__What the task requires__
The full data, repeated exactly, is the only answer needed.

__Input__
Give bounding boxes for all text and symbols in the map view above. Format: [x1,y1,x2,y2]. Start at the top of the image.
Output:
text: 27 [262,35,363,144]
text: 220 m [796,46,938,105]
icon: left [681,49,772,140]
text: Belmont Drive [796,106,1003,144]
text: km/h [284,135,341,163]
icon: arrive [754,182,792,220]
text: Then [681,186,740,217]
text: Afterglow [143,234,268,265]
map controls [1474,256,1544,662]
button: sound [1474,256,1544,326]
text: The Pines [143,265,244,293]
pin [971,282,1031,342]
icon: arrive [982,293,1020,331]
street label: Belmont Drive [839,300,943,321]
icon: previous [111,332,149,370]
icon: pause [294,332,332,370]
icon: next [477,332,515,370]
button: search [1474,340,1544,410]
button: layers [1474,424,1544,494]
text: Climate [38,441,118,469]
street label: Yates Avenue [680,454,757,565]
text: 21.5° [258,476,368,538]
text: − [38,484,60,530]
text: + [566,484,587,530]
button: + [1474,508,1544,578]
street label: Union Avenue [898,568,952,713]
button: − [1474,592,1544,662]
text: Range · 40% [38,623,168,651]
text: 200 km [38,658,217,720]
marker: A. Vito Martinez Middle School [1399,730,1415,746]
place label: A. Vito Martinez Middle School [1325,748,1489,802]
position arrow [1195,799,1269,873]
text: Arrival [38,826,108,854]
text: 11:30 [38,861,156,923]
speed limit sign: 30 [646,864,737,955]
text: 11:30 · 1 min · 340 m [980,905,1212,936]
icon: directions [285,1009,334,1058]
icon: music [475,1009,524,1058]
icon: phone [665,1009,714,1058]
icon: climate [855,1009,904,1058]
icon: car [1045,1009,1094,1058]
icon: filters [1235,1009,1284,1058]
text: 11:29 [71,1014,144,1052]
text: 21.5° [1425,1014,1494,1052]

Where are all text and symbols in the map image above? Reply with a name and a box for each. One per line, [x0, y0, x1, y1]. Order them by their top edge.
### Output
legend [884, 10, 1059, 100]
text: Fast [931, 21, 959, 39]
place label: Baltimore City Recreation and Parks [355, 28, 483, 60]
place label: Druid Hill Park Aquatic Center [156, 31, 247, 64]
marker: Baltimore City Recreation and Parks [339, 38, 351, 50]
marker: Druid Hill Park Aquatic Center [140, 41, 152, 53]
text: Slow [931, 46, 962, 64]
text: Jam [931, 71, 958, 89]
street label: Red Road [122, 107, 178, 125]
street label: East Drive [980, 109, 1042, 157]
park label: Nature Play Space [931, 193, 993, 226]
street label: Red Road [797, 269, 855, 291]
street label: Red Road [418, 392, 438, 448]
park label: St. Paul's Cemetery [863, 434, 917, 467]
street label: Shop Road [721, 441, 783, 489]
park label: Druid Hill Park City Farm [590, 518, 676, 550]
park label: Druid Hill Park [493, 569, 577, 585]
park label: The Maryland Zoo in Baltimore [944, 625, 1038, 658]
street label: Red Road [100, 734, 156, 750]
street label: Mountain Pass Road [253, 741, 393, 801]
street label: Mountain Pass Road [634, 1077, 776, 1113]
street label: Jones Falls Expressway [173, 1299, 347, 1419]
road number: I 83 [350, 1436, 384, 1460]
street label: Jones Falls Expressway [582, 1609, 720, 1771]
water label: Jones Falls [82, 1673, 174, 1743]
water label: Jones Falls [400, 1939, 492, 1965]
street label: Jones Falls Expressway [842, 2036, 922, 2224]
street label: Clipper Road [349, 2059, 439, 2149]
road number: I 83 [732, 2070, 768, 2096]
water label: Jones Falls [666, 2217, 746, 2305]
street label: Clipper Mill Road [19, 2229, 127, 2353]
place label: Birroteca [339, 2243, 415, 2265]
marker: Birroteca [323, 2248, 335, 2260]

__Answer section__
Give bounding boxes for all text and symbols in the map view above. Format: [x1,y1,x2,y2]. Start at the top of the image.
Output:
text: 27 [262,35,363,144]
text: 220 m [796,46,938,105]
icon: left [681,49,772,140]
text: Belmont Drive [796,106,1003,144]
text: km/h [284,135,341,163]
icon: arrive [754,182,792,220]
text: Then [681,186,740,217]
text: Afterglow [143,234,268,265]
map controls [1474,256,1544,662]
button: sound [1474,256,1544,326]
text: The Pines [143,265,244,293]
pin [971,282,1031,342]
icon: arrive [982,293,1020,331]
street label: Belmont Drive [839,300,943,321]
icon: previous [111,332,149,370]
icon: pause [294,332,332,370]
icon: next [477,332,515,370]
button: search [1474,340,1544,410]
button: layers [1474,424,1544,494]
text: Climate [38,441,118,469]
street label: Yates Avenue [680,454,757,565]
text: 21.5° [258,476,368,538]
text: − [38,484,60,530]
text: + [566,484,587,530]
button: + [1474,508,1544,578]
street label: Union Avenue [898,568,952,713]
button: − [1474,592,1544,662]
text: Range · 40% [38,623,168,651]
text: 200 km [38,658,217,720]
marker: A. Vito Martinez Middle School [1399,730,1415,746]
place label: A. Vito Martinez Middle School [1325,748,1489,802]
position arrow [1195,799,1269,873]
text: Arrival [38,826,108,854]
text: 11:30 [38,861,156,923]
speed limit sign: 30 [646,864,737,955]
text: 11:30 · 1 min · 340 m [980,905,1212,936]
icon: directions [285,1009,334,1058]
icon: music [475,1009,524,1058]
icon: phone [665,1009,714,1058]
icon: climate [855,1009,904,1058]
icon: car [1045,1009,1094,1058]
icon: filters [1235,1009,1284,1058]
text: 11:29 [71,1014,144,1052]
text: 21.5° [1425,1014,1494,1052]

Where are all text and symbols in the map image above? Reply with a name and a box for each. One per line, [x0, y0, x1, y1]. Order them by their top edge.
### Output
legend [884, 10, 1059, 100]
text: Fast [931, 21, 959, 39]
place label: Baltimore City Recreation and Parks [355, 28, 483, 60]
place label: Druid Hill Park Aquatic Center [156, 31, 247, 64]
marker: Baltimore City Recreation and Parks [339, 38, 351, 50]
marker: Druid Hill Park Aquatic Center [140, 41, 152, 53]
text: Slow [931, 46, 962, 64]
text: Jam [931, 71, 958, 89]
street label: Red Road [122, 107, 178, 125]
street label: East Drive [980, 109, 1042, 157]
park label: Nature Play Space [931, 193, 993, 226]
street label: Red Road [797, 269, 855, 291]
street label: Red Road [418, 392, 438, 448]
park label: St. Paul's Cemetery [863, 434, 917, 467]
street label: Shop Road [721, 441, 783, 489]
park label: Druid Hill Park City Farm [590, 518, 676, 550]
park label: Druid Hill Park [493, 569, 577, 585]
park label: The Maryland Zoo in Baltimore [944, 625, 1038, 658]
street label: Red Road [100, 734, 156, 750]
street label: Mountain Pass Road [253, 741, 393, 801]
street label: Mountain Pass Road [634, 1077, 776, 1113]
street label: Jones Falls Expressway [173, 1299, 347, 1419]
road number: I 83 [350, 1436, 384, 1460]
street label: Jones Falls Expressway [582, 1609, 720, 1771]
water label: Jones Falls [82, 1673, 174, 1743]
water label: Jones Falls [400, 1939, 492, 1965]
street label: Jones Falls Expressway [842, 2036, 922, 2224]
street label: Clipper Road [349, 2059, 439, 2149]
road number: I 83 [732, 2070, 768, 2096]
water label: Jones Falls [666, 2217, 746, 2305]
street label: Clipper Mill Road [19, 2229, 127, 2353]
place label: Birroteca [339, 2243, 415, 2265]
marker: Birroteca [323, 2248, 335, 2260]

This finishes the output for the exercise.